Il Colombo posò a terra Pinocchio, e non volendo nemmeno la seccatura di sentirsi ringraziare per aver fatto una buona azione, riprese subito il volo e sparì.
La spiaggia era piena di gente che urlava e gesticolava guardando il mare.
— Che cos’è accaduto? — domandò Pinocchio a una vecchina.
— Gli è accaduto che un povero babbo, avendo perduto il figliuolo, gli è voluto entrare in una barchetta per andare a cercarlo di là dal mare; e il mare oggi è molto cattivo e la barchetta sta per andare sott’acqua....
— Dov’è la barchetta?
— Eccola laggiù, diritta al mio dito — disse la vecchia, accennando una piccola barca che, veduta a quella distanza, pareva un guscio di noce con dentro un omino piccino piccino.
Pinocchio appuntò gli occhi da quella parte, e dopo aver guardato attentamente, cacciò un urlo acutissimo gridando:
— Gli è il mi’ babbo! gli è il mi’ babbo! —
Intanto la barchetta, sbattuta dall’infuriare dell’onde, ora spariva fra i grossi cavalloni, ora tornava a galleggiare: e Pinocchio, ritto sulla punta di un alto scoglio, non finiva più dal chiamare il suo babbo per nome, e dal fargli molti segnali colle mani e col moccichino da naso e perfino col berretto che aveva in capo.
E parve che Geppetto, sebbene fosse molto lontano dalla spiaggia, riconoscesse il figliuolo, perchè si levò il berretto anche lui e lo salutò e, a furia di gesti, gli fece capire che sarebbe tornato volentieri indietro; ma il mare era tanto grosso, che gl’impediva di lavorare col remo e di potersi avvicinare alla terra.
Tutt’a un tratto venne una terribile ondata, e la barca sparì.
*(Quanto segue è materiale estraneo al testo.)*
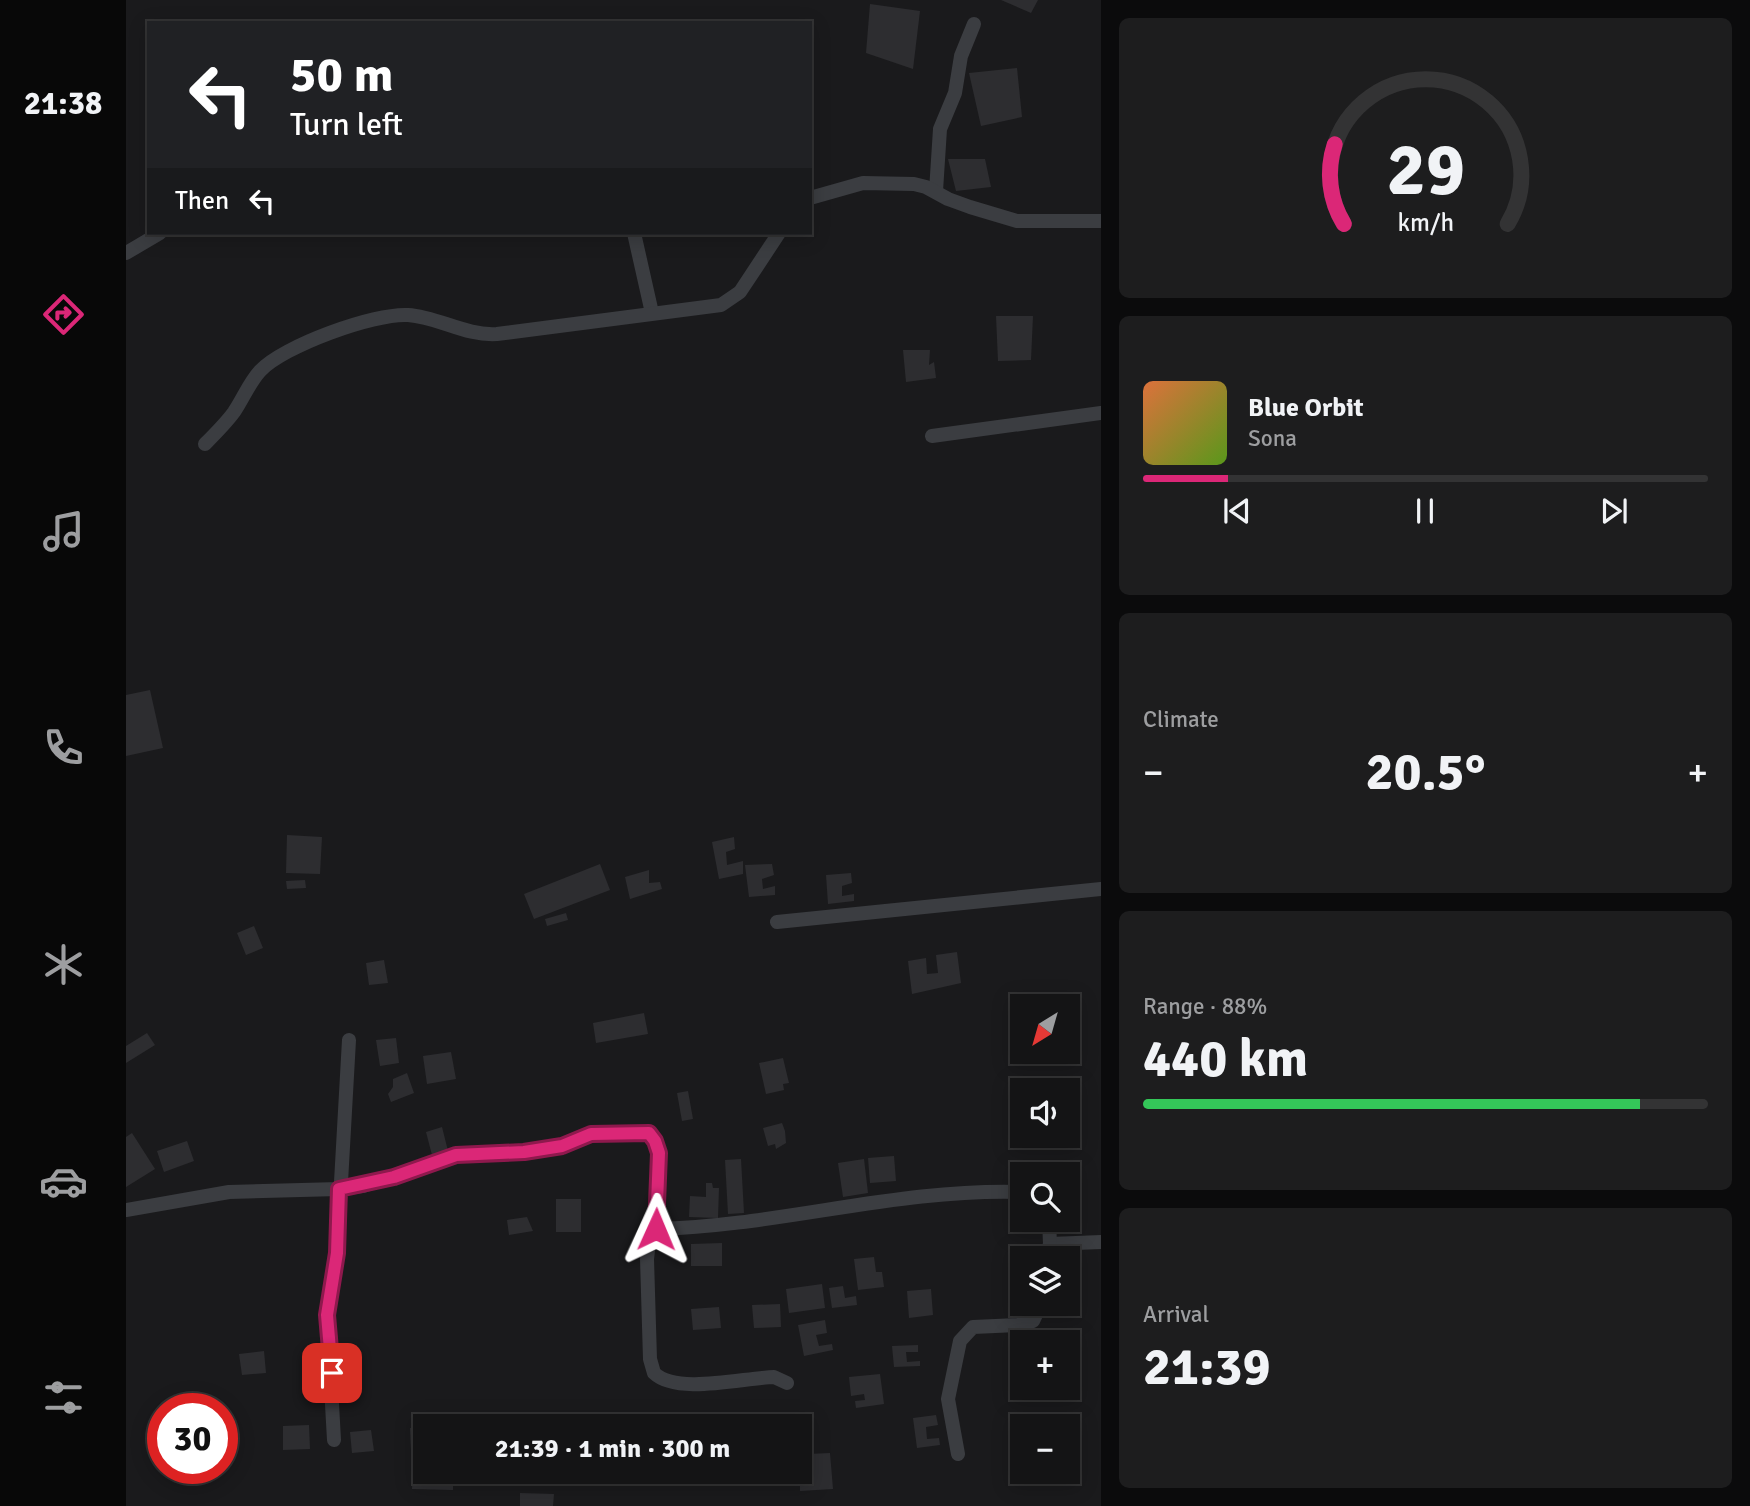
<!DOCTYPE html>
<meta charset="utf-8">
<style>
:root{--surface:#141415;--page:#1d1d1e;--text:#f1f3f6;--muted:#9d9ea0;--line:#333334;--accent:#db2777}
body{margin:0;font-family:Signika,sans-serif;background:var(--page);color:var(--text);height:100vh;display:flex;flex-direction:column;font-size:26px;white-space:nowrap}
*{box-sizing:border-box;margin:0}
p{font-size:23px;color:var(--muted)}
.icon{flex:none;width:38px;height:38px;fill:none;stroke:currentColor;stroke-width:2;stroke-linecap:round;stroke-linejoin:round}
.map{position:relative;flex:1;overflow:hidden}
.sheet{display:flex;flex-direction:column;gap:18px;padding:18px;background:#0b0b0c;width:649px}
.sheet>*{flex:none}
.guide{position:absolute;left:21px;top:21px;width:665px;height:214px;border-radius:0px;box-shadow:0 4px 18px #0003,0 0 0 2px var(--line);background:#202124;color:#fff;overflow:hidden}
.needle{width:46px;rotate:217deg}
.buttons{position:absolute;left:884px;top:994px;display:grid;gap:14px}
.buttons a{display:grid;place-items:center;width:70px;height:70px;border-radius:0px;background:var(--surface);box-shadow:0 4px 18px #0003,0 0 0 2px var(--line);font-size:35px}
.speed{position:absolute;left:21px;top:1393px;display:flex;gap:14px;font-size:35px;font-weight:700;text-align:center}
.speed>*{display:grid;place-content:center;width:91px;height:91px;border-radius:50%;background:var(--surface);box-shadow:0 4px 18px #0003,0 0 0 2px var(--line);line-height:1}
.speed .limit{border:10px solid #d22;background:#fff;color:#111}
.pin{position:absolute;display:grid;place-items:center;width:60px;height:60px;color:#fff;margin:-30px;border-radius:14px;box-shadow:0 4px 10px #0006}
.me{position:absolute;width:77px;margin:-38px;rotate:1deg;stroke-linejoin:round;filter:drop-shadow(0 0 5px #0008)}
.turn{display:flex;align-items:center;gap:24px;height:147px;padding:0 28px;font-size:32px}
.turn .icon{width:91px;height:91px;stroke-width:2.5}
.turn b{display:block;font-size:49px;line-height:60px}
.then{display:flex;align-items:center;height:66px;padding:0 28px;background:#0003;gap:14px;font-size:26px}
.big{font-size:52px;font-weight:800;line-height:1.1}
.sheet .widget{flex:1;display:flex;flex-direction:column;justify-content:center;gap:10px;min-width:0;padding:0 24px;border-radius:10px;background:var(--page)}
.sheet .dial{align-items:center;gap:0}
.dial svg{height:182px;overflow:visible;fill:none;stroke:var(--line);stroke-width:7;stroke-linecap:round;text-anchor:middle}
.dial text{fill:var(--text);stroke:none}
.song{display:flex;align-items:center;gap:21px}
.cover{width:84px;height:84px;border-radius:10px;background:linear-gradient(135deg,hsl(20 70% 55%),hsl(90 70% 35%))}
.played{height:7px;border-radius:4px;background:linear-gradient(90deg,var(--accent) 15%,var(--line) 15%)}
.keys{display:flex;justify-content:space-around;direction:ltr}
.heat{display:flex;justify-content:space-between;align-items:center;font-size:38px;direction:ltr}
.charge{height:10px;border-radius:5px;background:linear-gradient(90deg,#34c759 88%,var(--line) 0)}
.trip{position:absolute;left:287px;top:1414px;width:399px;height:70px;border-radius:0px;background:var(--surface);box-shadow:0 4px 18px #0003,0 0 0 2px var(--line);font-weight:800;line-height:70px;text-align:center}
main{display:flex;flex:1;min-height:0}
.dock{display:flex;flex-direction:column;width:126px;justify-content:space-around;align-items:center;background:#080808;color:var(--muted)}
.dock .icon{width:49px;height:49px}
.dock .active{color:var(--accent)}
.dock b{font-size:32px;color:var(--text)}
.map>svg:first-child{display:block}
.building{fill:#2d2d30}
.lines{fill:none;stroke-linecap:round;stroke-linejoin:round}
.minor{stroke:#3b3d41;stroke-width:14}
.route-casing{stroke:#8e194d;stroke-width:18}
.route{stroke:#db2777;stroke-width:12}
</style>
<main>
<nav class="dock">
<b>21:38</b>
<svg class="icon active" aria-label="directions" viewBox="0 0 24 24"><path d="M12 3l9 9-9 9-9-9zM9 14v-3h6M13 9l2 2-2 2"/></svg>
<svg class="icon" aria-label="music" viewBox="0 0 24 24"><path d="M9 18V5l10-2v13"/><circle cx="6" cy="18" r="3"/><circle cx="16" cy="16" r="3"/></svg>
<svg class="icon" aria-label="phone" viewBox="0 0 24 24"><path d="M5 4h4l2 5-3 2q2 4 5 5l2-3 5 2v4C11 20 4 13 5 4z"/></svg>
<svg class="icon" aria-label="climate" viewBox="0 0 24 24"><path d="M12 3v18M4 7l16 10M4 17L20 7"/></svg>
<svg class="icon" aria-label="car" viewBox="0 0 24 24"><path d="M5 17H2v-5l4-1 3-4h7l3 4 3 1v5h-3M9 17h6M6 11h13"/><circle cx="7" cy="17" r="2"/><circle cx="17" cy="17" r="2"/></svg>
<svg class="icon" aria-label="filters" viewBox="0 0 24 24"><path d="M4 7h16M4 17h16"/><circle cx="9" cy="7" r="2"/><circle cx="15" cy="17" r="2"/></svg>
</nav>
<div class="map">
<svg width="975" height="1506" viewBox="0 0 975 1506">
<rect width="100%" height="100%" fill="#1a1a1c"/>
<!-- building -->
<g class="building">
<polygon points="875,0 912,0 905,13"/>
<polygon points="744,4 794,11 787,69 740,53"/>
<polygon points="891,68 896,117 855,126 843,73"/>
<polygon points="822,159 859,159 865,187 830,191"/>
<polygon points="870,316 907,316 905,360 872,361"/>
<polygon points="777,350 804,350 803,365 808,362 810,378 780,382"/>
<polygon points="24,690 37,748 0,756 0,695"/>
<polygon points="161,835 196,837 194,874 160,873"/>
<polygon points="608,837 609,849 600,852 601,865 617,861 617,874 593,879 586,842"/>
<polygon points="474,864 484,890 408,919 398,894"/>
<polygon points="646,864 648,875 636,879 637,889 649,886 649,895 623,897 619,865"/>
<polygon points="523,870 523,883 534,882 536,889 504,899 499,877"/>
<polygon points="725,873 726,883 716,886 716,896 728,894 728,901 702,904 700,875"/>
<polygon points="179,880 180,888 161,889 160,881"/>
<polygon points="440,913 442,920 421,926 419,919"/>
<polygon points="128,926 137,948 120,955 111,933"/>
<polygon points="831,952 835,983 786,994 782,961 800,958 801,974 812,973 810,955"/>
<polygon points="258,960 262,983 243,985 240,963"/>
<polygon points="518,1013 522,1034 470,1043 467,1023"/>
<polygon points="21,1033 29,1045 0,1063 0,1046"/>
<polygon points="270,1038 273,1063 254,1066 250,1040"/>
<polygon points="325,1052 330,1079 301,1084 297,1056"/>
<polygon points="657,1058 663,1083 657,1084 658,1090 640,1094 633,1063"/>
<polygon points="281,1073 288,1093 265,1102 262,1094 267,1087 267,1079"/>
<polygon points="562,1091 567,1119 556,1121 551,1093"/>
<polygon points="656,1123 659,1131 660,1143 650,1149 649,1144 642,1146 637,1128"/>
<polygon points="316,1127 322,1151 306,1155 300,1132"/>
<polygon points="6,1133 29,1169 0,1187 0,1137"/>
<polygon points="61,1141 68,1161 38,1172 31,1151"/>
<polygon points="768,1156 770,1181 744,1183 742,1158"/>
<polygon points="615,1159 618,1213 602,1214 599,1160"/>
<polygon points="738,1159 742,1193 717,1197 712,1163"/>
<polygon points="580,1183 586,1183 587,1188 593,1188 592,1218 563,1217 564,1196 580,1197"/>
<rect x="430" y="1199" width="25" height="33"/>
<polygon points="401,1217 407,1231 383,1235 381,1220"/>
<polygon points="596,1243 596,1266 565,1266 565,1244"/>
<polygon points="748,1257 750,1272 756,1272 758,1287 732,1290 728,1259"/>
<polygon points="696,1284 699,1308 663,1313 660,1289"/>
<polygon points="717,1286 719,1298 730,1296 731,1305 706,1308 703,1288"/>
<polygon points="805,1289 807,1315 783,1318 781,1291"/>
<polygon points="654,1304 655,1327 628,1328 626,1305"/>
<polygon points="593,1307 595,1328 567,1330 565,1309"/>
<polygon points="699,1320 701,1333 690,1335 693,1346 706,1344 707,1350 678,1356 672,1325"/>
<polygon points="792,1345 792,1352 780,1352 781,1362 794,1361 794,1366 768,1367 766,1346"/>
<polygon points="138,1351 140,1373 116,1375 113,1354"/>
<polygon points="754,1374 758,1404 730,1408 729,1401 739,1400 738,1394 725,1396 723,1377"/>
<polygon points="810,1415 812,1425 800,1427 801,1439 813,1438 814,1445 791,1448 787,1418"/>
<polygon points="183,1425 184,1449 157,1450 157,1426"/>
<polygon points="299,1427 299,1451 285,1451 284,1428"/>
<polygon points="245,1430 248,1451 226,1453 224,1432"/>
<polygon points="704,1453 707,1489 674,1491 674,1465 682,1464 682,1454"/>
<polygon points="287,1464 299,1465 299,1472 327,1472 327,1490 286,1489"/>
<polygon points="394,1493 428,1494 427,1506 394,1506"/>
</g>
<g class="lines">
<!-- minor -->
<g class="minor">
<polyline points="810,191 814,129 829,93 835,56 848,24"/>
<polyline points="684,198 737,183 788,184 800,187 822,199 844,207 891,221 975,221"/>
<polyline points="508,233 526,313"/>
<polyline points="0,253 34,233"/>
<polyline points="806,436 975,413"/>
<path d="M79,444C89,434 100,423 108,412C117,399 123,383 134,371C157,346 248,313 282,315C313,317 339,336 371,334L595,305L614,292L653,233"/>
<polyline points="651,922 975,889"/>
<path d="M0,1210L103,1192L213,1189L237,1186L329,1155L398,1152L436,1146L465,1134L522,1133L529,1141L533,1153L530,1229C654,1226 772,1188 896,1192"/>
<path d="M530,1229L523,1243L521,1259L524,1359L528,1373C551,1395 616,1378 648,1377L661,1383"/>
<polyline points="924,1244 975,1242"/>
<polyline points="919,1258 924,1244 923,1220"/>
<polyline points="208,1440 201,1315 211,1253 223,1040"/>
<polyline points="832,1454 822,1399 834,1341 847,1327 892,1325 907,1321 915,1304"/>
</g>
</g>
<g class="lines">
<!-- route casing -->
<g class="route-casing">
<polyline id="route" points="206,1373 201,1315 211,1253 213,1189 268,1177 330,1155 398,1152 436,1146 465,1134 523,1133 529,1141 533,1153 530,1229"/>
</g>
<!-- route -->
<use href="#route" class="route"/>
</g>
</svg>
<div class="buttons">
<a><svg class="needle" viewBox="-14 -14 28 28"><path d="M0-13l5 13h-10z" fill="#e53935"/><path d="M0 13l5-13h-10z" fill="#9d9ea0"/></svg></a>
<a><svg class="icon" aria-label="sound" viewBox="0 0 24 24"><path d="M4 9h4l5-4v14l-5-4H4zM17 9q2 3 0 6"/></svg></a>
<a><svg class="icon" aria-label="search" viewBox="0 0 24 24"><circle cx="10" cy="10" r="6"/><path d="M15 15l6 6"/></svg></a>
<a><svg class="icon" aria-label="layers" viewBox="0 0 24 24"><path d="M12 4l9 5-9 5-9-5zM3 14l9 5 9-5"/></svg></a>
<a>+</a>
<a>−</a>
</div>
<div class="speed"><div class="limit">30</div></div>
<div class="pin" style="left:206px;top:1373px;background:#d93025"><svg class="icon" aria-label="arrive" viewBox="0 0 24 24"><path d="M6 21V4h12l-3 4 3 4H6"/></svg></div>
<svg class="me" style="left:530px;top:1229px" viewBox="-20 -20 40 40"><path d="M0-17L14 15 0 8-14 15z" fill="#db2777" stroke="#fff" stroke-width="4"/></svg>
<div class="trip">21:39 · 1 min · 300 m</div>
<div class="guide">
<div class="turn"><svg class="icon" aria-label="left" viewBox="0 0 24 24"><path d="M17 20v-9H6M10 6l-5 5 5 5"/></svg><div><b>50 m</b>Turn left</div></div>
<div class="then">Then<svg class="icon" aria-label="left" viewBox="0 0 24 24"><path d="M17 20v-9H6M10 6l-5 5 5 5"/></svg></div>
</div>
</div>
<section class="sheet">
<div class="widget dial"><svg viewBox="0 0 100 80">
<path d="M14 69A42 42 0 1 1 86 69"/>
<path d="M14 69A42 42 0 0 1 10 34" stroke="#db2777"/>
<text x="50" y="56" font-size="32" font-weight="700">29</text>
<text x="50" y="72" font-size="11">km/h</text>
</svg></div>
<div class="widget">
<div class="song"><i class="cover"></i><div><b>Blue Orbit</b><p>Sona</p></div></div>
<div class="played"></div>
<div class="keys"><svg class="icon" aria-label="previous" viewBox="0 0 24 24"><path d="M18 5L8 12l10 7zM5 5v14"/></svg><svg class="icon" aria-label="pause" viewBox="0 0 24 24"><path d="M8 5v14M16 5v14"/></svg><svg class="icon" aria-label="next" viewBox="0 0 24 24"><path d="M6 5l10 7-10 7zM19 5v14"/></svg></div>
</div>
<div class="widget"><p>Climate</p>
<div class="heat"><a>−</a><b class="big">20.5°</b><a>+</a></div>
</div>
<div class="widget"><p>Range · 88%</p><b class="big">440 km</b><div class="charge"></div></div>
<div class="widget"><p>Arrival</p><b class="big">21:39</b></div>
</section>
</main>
Aspettarono che la barca tornasse a galla; ma la barca non si vide più tornare.
— Pover’uomo — dissero allora i pescatori, che erano raccolti sulla spiaggia; e brontolando sottovoce una preghiera, si mossero per tornarsene alle loro case.
Quand’ecco che udirono un urlo disperato, e voltandosi indietro, videro un ragazzetto che, di vetta a uno scoglio si gettava in mare gridando:
— Voglio salvare il mio babbo! — Pinocchio, essendo tutto di legno, galleggiava facilmente e nuotava come un pesce. Ora si vedeva sparire sott’acqua, portato dall’impeto dei flutti, ora riappariva fuori con una gamba o con un braccio, a grandissima distanza dalla terra. Alla fine lo persero d’occhio e non lo videro più.
— Povero ragazzo! — dissero allora i pescatori, che erano raccolti sulla spiaggia; e brontolando sottovoce una preghiera, tornarono alle loro case.